The molar solubility of silver iodide in a 0.186 M potassium iodide solution is __________ M.
.....AgI ==> Ag^+ + I^-
I....solid...0......0
C....solid...x......x
E....solid...x......x
....KI ==> K^+ + I^- (100% ionized)
I..0.186...0.....0
C.-0.186..0.186..0.186
E...0.....0.186..0.186
Ksp = (Ag^+)(I^-)
Ksp = look up
(Ag^+) = x from above
(I^-) = 0.186 + x. 0.186 from the KI and x from the AgI.
Solve for x.
0.186M(KI) => 0.186(K^+) + 0.186(I^-)
------- AgI <=> Ag^+ + I^-
C(eq) ----------x-----0.186M
Ksp = [Ag^+][I^-] = (x)(0.186M)
Ksp(AgI) = 8.3x10^-17 (fm table of Ksp values) = (x)(0.186M)
x = Solubility in presence of 0.186M(KI) = (8.3x10^-17/0.186)M = 4.5x10^-16M
In pure water Solubility = Sqr-Root(Ksp) = 9.1x10^-9M
Here's one for the ole gray matter... What's the solubility of AgI in the presence of 1.0M NH3? (Kf(Ag(NH3)2^+) = 1.7x10^+7, Ksp = 8.3x10^-17).

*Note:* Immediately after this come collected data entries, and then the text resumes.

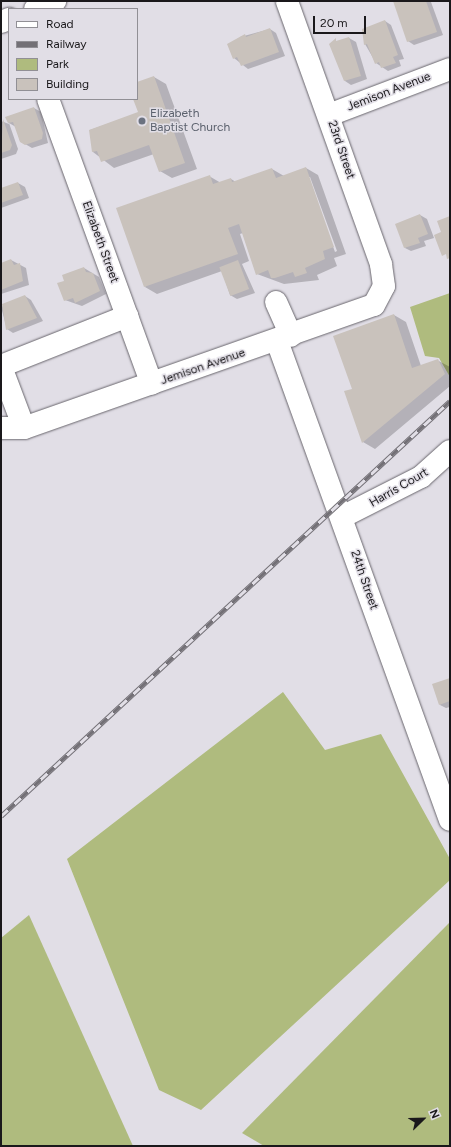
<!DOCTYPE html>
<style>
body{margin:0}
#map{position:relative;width:451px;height:1147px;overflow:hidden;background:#e1dee6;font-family:Figtree,sans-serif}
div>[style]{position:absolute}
.green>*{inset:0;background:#afbb7e}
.shadow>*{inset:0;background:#0003}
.building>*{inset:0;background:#c9c2bc;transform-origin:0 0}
.roads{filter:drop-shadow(0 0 1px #69666d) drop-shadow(0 0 1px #69666d)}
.minor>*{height:22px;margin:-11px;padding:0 11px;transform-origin:11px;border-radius:11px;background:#fff}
.rail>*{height:4.5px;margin-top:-2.25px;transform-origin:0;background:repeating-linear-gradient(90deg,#e1dee6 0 9px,#737076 0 18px);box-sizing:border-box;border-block:1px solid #737076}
.dots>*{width:11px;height:11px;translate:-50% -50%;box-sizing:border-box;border:2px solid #e1dee6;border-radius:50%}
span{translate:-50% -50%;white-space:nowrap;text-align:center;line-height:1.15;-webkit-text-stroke:3px #e1dee6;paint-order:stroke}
.street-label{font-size:12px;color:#1a181b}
.worship-label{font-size:12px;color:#5b616d}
.left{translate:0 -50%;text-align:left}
.frame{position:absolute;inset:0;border:2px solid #1a181b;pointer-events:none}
.legend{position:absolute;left:8px;top:8px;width:130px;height:92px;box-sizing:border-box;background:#e1dee6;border:1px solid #918f95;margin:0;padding:5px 7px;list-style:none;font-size:12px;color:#1a181b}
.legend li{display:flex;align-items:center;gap:8px;height:20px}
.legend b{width:20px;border:1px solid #918f95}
.north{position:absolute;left:403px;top:1099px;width:40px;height:40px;-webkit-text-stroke:3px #e1dee6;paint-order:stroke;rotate:67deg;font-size:11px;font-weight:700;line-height:16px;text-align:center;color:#1a181b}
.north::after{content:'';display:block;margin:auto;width:14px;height:18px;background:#1a181b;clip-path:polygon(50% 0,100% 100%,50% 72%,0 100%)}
.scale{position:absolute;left:313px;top:16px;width:53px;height:18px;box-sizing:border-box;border:2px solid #1a181b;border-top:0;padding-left:5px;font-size:12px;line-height:14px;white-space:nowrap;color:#1a181b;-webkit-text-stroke:3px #e1dee6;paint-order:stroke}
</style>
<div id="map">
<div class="green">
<div style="clip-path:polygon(450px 293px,450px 377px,439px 358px,425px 356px,410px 307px)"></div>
<div style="clip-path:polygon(283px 692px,325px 750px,381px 734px,450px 859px,450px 880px,201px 1110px,159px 1090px,67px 859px)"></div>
<div style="clip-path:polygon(29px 915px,133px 1146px,1px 1146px,1px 938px)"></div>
<div style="clip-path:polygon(450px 922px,450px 1146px,264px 1146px,242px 1133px)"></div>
</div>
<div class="shadow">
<div style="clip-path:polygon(394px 1px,431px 2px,443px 35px,414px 45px,408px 41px)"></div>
<div style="clip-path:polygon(385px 21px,391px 25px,404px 59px,399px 60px,401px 66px,388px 71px,376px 63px,365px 44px)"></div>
<div style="clip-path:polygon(270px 29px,276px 33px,285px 56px,248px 69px,234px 58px,240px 37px)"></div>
<div style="clip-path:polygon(349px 38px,356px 42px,367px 79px,351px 85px,345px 81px,330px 44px)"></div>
<div style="clip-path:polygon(154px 77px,166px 84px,197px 169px,172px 178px,160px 171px,154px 154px,114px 168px,93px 152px,90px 130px,139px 113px,134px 99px,137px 83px)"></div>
<div style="clip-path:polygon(34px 108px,41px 112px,48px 143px,32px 148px,20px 141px,16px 127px,9px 123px,18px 149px,16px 154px,1px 159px,1px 121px,9px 124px,7px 117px)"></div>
<div style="clip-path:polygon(evenodd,306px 168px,318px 175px,346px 254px,334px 258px,337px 266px,317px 275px,319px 280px,284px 284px,257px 274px,243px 233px,240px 234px,249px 261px,242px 264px,255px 293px,237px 299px,230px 295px,222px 271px,157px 294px,145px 287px,209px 176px,221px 183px,231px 179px,236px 182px,272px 169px,284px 176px,306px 168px,308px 177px,310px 177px,337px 251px,335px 252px,308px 177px)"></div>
<div style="clip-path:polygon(1px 182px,2px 189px,18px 183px,25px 187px,29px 198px,1px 208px)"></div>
<div style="clip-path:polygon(420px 215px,427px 219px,434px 238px,424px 241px,426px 246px,411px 251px,405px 248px)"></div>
<div style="clip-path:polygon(11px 260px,26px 268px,29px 285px,1px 294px,1px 264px)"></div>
<div style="clip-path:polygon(84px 268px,99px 277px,106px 294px,82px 306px,65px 300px,66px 281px)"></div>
<div style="clip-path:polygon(25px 296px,31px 300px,43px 321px,13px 333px,7px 329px,1px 307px)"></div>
<div style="clip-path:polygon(394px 315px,406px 322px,421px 366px,437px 360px,450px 367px,450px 386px,375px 449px,363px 442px,353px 389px)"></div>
<div style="clip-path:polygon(450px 679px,450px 707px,446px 708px,440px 705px)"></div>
</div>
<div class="building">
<div style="clip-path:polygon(393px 1px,426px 1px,437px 32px,407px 42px)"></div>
<div style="clip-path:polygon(385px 20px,398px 55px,393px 57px,396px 63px,381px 68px,379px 62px,375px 64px,367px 44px,364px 45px,362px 29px)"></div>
<div style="clip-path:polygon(270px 28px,279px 52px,241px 66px,237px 57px,233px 59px,227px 44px,245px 34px,246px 37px)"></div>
<div style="clip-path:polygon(349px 37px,361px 76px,344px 81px,329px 44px,336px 38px,336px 41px)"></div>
<div style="clip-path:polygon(154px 76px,185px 163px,159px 172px,149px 145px,101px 162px,97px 151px,92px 152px,89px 130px,138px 112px,133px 99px,137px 99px,137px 82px)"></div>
<div style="clip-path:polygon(34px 107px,43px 133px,42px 139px,25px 145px,20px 142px,13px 122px,8px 123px,5px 117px)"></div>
<div style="clip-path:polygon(3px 119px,12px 145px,10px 150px,1px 153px)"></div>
<div style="clip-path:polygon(306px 167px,334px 247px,323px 251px,325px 259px,305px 268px,307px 273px,295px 277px,293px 272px,275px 278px,271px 278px,268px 270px,256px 275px,239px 224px,228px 228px,238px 254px,144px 287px,116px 208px,210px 175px,213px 184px,231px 178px,232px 182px,272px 168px,276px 178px)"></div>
<div style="clip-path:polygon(18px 182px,23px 195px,1px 203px,1px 188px)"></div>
<div style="clip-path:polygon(420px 214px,428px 234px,418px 238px,420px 243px,404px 248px,395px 224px)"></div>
<div style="clip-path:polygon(450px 216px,450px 258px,447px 259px,446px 254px,442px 256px,434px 235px,441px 232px,437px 221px)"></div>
<div style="clip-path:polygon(11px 259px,14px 265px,20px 263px,23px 281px,1px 290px,1px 263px)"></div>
<div style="left:238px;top:260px;width:31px;height:20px;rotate:69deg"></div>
<div style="clip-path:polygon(84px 267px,86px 272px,93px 273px,100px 291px,75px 303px,73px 298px,64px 301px,57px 283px,64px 281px,62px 275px)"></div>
<div style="clip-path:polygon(25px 295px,37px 318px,6px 330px,2px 304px)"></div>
<div style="clip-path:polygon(394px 314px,412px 368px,438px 359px,445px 374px,362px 443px,344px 391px,352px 389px,333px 336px)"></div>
<div style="clip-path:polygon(450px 678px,450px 701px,439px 705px,432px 684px)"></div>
</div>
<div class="roads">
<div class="minor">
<div style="left:35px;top:9px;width:22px;rotate:-22deg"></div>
<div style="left:1px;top:22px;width:9px;rotate:-21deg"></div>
<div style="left:48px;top:99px;width:303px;rotate:70deg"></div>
<div style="left:329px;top:115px;width:129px;rotate:-20.8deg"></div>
<div style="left:276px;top:302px;width:37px;rotate:66deg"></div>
<div style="left:277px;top:341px;width:509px;rotate:70.14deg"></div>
<div style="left:1px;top:366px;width:136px;rotate:-21.6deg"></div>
<div style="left:1px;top:367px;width:65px;rotate:69.3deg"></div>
<div style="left:1px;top:428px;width:23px"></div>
<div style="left:24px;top:428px;width:371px;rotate:-19.4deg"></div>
<div style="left:374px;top:305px;width:21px;rotate:-62deg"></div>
<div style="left:384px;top:286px;width:22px;rotate:-98deg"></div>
<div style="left:381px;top:264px;width:279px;rotate:-109.7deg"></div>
<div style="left:342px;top:517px;width:89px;rotate:-26.9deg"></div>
<div style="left:421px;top:477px;width:39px;rotate:-42deg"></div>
</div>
</div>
<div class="rail">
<div style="left:1px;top:816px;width:611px;rotate:-42.75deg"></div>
</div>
<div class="dots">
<div style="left:142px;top:121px;background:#6b7280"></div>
</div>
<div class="street-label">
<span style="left:389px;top:92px;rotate:-21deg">Jemison Avenue</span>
<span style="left:341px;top:150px;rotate:71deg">23rd Street</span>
<span style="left:100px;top:242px;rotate:70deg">Elizabeth Street</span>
<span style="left:203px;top:367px;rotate:-19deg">Jemison Avenue</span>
<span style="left:399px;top:488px;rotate:-30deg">Harris Court</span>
<span style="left:364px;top:580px;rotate:71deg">24th Street</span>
</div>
<div class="worship-label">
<span class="left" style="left:150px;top:121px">Elizabeth<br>Baptist Church</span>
</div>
<div class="frame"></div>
<ul class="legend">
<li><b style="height:5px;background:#fff"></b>Road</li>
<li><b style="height:5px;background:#737076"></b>Railway</li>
<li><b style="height:11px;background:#afbb7e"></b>Park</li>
<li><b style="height:11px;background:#c9c2bc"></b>Building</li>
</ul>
<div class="north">N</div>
<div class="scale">20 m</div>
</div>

Check out Complex-Ion equilibrium.
To determine the molar solubility of silver iodide (AgI) in a potassium iodide (KI) solution, we can use the concept of the common ion effect. According to the common ion effect, the solubility of a salt decreases when a common ion is present in the solution.

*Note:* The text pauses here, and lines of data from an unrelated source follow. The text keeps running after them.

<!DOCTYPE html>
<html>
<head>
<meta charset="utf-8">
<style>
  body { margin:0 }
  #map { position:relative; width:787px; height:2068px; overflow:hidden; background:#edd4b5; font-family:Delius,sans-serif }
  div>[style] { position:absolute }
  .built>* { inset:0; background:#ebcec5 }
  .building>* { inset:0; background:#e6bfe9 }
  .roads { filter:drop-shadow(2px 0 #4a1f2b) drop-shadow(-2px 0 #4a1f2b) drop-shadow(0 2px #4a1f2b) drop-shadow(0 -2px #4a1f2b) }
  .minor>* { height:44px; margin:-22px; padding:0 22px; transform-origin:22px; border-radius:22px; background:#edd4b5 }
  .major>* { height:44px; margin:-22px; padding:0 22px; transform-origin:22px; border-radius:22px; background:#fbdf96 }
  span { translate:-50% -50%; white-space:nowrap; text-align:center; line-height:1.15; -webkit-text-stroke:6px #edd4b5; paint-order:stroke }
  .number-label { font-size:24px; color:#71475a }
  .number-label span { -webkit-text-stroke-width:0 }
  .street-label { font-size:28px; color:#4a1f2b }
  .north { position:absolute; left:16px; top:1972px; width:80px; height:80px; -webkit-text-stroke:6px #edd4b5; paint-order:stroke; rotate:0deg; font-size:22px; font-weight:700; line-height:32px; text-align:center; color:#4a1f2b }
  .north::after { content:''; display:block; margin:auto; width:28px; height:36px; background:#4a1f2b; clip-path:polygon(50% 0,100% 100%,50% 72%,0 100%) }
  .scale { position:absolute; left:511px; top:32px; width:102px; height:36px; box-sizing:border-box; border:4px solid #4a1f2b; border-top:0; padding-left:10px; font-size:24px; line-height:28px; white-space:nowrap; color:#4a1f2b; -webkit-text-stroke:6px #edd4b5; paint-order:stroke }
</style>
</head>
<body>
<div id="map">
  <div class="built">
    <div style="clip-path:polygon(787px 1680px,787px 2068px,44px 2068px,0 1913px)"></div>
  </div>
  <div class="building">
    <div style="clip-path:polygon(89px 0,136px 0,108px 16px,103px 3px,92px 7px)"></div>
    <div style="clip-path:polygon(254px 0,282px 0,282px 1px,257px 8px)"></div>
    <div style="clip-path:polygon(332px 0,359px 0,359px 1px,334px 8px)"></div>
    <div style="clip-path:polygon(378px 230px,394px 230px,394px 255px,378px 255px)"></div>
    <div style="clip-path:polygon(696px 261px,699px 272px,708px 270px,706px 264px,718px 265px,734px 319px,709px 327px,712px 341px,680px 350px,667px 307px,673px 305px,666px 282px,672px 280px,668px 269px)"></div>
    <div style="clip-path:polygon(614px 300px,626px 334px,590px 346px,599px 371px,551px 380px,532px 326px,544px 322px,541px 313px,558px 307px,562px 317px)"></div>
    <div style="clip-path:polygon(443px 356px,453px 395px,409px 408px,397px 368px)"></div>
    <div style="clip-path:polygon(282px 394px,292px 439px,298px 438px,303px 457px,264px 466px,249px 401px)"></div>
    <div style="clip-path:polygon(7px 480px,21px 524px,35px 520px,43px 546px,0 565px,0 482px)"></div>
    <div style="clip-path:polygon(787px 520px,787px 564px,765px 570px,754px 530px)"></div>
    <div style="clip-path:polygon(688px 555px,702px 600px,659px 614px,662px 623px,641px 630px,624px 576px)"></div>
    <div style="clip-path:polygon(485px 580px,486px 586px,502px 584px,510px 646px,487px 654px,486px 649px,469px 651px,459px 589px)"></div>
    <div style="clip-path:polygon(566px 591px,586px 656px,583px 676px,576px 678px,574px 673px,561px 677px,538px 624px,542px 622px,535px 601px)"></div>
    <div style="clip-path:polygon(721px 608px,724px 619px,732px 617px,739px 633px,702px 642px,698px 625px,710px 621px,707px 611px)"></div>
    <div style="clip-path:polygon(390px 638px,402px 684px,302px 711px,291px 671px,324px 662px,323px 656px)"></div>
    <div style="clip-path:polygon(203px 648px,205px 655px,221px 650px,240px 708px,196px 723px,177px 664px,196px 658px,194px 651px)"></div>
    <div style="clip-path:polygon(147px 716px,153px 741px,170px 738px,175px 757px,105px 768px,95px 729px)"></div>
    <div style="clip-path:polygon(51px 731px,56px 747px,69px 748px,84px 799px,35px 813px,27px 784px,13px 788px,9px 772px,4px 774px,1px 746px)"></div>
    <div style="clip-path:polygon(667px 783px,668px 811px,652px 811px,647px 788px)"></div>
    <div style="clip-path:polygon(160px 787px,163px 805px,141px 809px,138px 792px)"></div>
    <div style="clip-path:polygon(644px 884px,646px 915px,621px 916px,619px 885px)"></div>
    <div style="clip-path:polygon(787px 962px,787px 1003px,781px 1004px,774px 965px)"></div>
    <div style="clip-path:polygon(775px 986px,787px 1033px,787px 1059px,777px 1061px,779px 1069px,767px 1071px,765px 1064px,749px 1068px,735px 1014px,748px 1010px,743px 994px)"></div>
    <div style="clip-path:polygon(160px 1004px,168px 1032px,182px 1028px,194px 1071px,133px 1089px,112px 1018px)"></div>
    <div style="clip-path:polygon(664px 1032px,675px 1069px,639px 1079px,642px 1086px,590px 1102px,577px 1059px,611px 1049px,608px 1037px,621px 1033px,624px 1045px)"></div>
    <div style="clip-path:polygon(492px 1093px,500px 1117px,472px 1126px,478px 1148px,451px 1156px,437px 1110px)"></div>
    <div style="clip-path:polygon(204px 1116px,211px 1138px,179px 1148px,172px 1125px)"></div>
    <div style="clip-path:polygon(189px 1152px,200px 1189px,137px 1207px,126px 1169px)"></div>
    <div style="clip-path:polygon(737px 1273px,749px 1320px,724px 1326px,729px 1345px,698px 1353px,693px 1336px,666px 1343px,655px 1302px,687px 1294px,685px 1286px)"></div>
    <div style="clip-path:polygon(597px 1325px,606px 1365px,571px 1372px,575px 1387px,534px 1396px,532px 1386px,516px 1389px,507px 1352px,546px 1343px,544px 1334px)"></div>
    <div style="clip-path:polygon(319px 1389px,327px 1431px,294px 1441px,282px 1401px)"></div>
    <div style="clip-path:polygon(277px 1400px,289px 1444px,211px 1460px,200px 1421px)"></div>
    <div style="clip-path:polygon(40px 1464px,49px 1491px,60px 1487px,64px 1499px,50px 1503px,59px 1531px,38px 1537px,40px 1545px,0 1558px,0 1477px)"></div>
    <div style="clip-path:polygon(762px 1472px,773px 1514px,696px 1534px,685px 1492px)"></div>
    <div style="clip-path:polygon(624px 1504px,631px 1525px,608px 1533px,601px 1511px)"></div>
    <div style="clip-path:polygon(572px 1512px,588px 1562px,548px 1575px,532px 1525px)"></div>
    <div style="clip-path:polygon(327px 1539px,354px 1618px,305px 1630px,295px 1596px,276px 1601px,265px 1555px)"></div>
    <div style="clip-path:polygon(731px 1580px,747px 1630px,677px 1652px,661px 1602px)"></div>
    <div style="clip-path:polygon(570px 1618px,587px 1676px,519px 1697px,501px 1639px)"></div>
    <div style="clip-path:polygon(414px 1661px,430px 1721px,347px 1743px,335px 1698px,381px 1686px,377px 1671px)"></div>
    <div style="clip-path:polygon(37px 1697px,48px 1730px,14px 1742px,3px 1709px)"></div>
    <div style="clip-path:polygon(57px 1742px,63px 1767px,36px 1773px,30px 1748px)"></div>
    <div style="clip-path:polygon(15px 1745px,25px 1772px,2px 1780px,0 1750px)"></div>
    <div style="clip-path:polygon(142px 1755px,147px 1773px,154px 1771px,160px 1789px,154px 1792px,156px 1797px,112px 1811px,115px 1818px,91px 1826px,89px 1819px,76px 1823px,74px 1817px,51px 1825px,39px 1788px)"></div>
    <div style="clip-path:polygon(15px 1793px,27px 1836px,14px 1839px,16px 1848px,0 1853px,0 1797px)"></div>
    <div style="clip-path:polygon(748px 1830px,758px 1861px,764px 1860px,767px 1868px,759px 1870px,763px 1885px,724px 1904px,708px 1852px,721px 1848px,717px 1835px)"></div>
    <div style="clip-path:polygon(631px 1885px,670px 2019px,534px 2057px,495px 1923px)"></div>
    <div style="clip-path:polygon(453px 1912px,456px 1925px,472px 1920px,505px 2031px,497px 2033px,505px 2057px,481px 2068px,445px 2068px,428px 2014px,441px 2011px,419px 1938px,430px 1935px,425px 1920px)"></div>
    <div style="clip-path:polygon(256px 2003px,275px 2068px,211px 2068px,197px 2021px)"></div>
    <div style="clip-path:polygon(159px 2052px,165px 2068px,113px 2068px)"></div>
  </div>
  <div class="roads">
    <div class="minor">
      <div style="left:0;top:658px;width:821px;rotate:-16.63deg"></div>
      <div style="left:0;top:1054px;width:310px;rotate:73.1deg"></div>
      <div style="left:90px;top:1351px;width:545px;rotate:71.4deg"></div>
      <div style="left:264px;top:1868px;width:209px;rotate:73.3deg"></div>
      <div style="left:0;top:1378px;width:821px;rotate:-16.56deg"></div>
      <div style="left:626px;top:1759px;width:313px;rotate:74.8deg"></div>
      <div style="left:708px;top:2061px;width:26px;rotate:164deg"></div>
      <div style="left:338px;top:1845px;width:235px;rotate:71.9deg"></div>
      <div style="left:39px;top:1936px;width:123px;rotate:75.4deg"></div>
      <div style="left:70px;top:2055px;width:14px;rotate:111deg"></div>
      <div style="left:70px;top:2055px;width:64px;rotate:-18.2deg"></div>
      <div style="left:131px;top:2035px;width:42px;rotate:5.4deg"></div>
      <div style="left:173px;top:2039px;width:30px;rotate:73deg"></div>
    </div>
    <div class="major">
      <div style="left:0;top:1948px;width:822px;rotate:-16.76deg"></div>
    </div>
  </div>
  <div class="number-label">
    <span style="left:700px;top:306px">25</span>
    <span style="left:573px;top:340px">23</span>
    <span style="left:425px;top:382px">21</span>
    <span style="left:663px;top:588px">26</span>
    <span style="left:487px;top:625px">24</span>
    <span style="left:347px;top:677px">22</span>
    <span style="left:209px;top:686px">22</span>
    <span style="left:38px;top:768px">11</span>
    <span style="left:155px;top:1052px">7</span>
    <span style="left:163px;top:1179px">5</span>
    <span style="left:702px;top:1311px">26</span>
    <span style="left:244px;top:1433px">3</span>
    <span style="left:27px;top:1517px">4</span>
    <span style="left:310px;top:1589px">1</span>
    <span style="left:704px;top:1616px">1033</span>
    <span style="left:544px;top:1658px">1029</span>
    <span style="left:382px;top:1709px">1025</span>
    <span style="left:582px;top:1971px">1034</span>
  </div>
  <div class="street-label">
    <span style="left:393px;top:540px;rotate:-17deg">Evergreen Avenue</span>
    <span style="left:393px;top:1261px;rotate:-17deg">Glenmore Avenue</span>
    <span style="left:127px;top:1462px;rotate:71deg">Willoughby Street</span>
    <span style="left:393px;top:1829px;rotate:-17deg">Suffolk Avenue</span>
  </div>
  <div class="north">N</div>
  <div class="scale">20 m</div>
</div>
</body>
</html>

In this case, both AgI and KI contain iodide ions (I⁻). Therefore, the concentration of iodide ions in the solution will affect the solubility of AgI.
Let's assume the molar solubility of AgI in the absence of any other iodide ion is x mol/L.
Now, adding the potassium iodide (KI) to the solution will increase the concentration of iodide ions by 0.186 M.
The solubility equilibrium equation for AgI is written as:
AgI(s) ⇌ Ag⁺(aq) + I⁻(aq)
Using the stoichiometry of the balanced equation, the concentration of iodide ions will be equal to the solubility of AgI.
Therefore, we can write the expression for the solubility of AgI in terms of iodide ion concentration as:
[Ag⁺][I⁻] = x M
Since the concentration of iodide ions in the solution is increased by 0.186 M, we have:
[I⁻] = x + 0.186 M
Substituting this into the solubility expression, we get:
[Ag⁺](x + 0.186) = x M
To simplify, we can ignore the concentration of silver ions (Ag⁺) because it is much lower compared to that of the iodide ions. This is due to the low solubility of AgI.
Therefore, we can approximate the expression as:
0.186x ≈ x
Simplifying this equation, we find:
0.186 ≈ 1
This is not possible since the values are not equal. Therefore, the assumption of ignoring the concentration of silver ions is invalid.
Hence, the molar solubility of silver iodide in a 0.186 M potassium iodide solution is not possible to determine with the provided information.
To determine the molar solubility of silver iodide (AgI) in a solution of potassium iodide (KI), you need to consider the common ion effect.
The common ion effect occurs when a compound with a common ion is added to a solution, which reduces the solubility of a slightly soluble salt. In this case, the common ion is the iodide ion (I-).
To calculate the molar solubility, we need to consider the solubility product constant (Ksp) of silver iodide (AgI). The Ksp expression for AgI is:
Ksp = [Ag+][I-]
Since silver iodide is a sparingly soluble salt, it dissociates according to the equation:
AgI (s) ⇌ Ag+ (aq) + I- (aq)
Let's assume the molar solubility of silver iodide in the 0.186 M KI solution is x. Since KI is a strong electrolyte, it dissociates completely into K+ and I- ions. Therefore, the concentration of the iodide ion (I-) in the solution will be the sum of the initial concentration of iodide ions from KI (0.186 M) and the concentration produced by the dissociation of AgI (x). So, [I-] = 0.186 M + x.
As per the dissociation equation of AgI, the concentration of silver ions ([Ag+]) is also equal to x.
Since the stoichiometry of AgI is 1:1, we can write the expression for the solubility product constant (Ksp):
Ksp = [Ag+][I-] = (x)(0.186 + x)
Now, we can substitute the given value of Ksp for AgI into the equation and solve for x:
Ksp = (x)(0.186 + x)
To find the value of x, you need to know the specific value of the Ksp for AgI. If you have that value, you can solve the above equation using algebraic techniques such as factoring, quadratic equations, or graphical methods.
Unfortunately, without the specific Ksp value for AgI, we cannot calculate the molar solubility.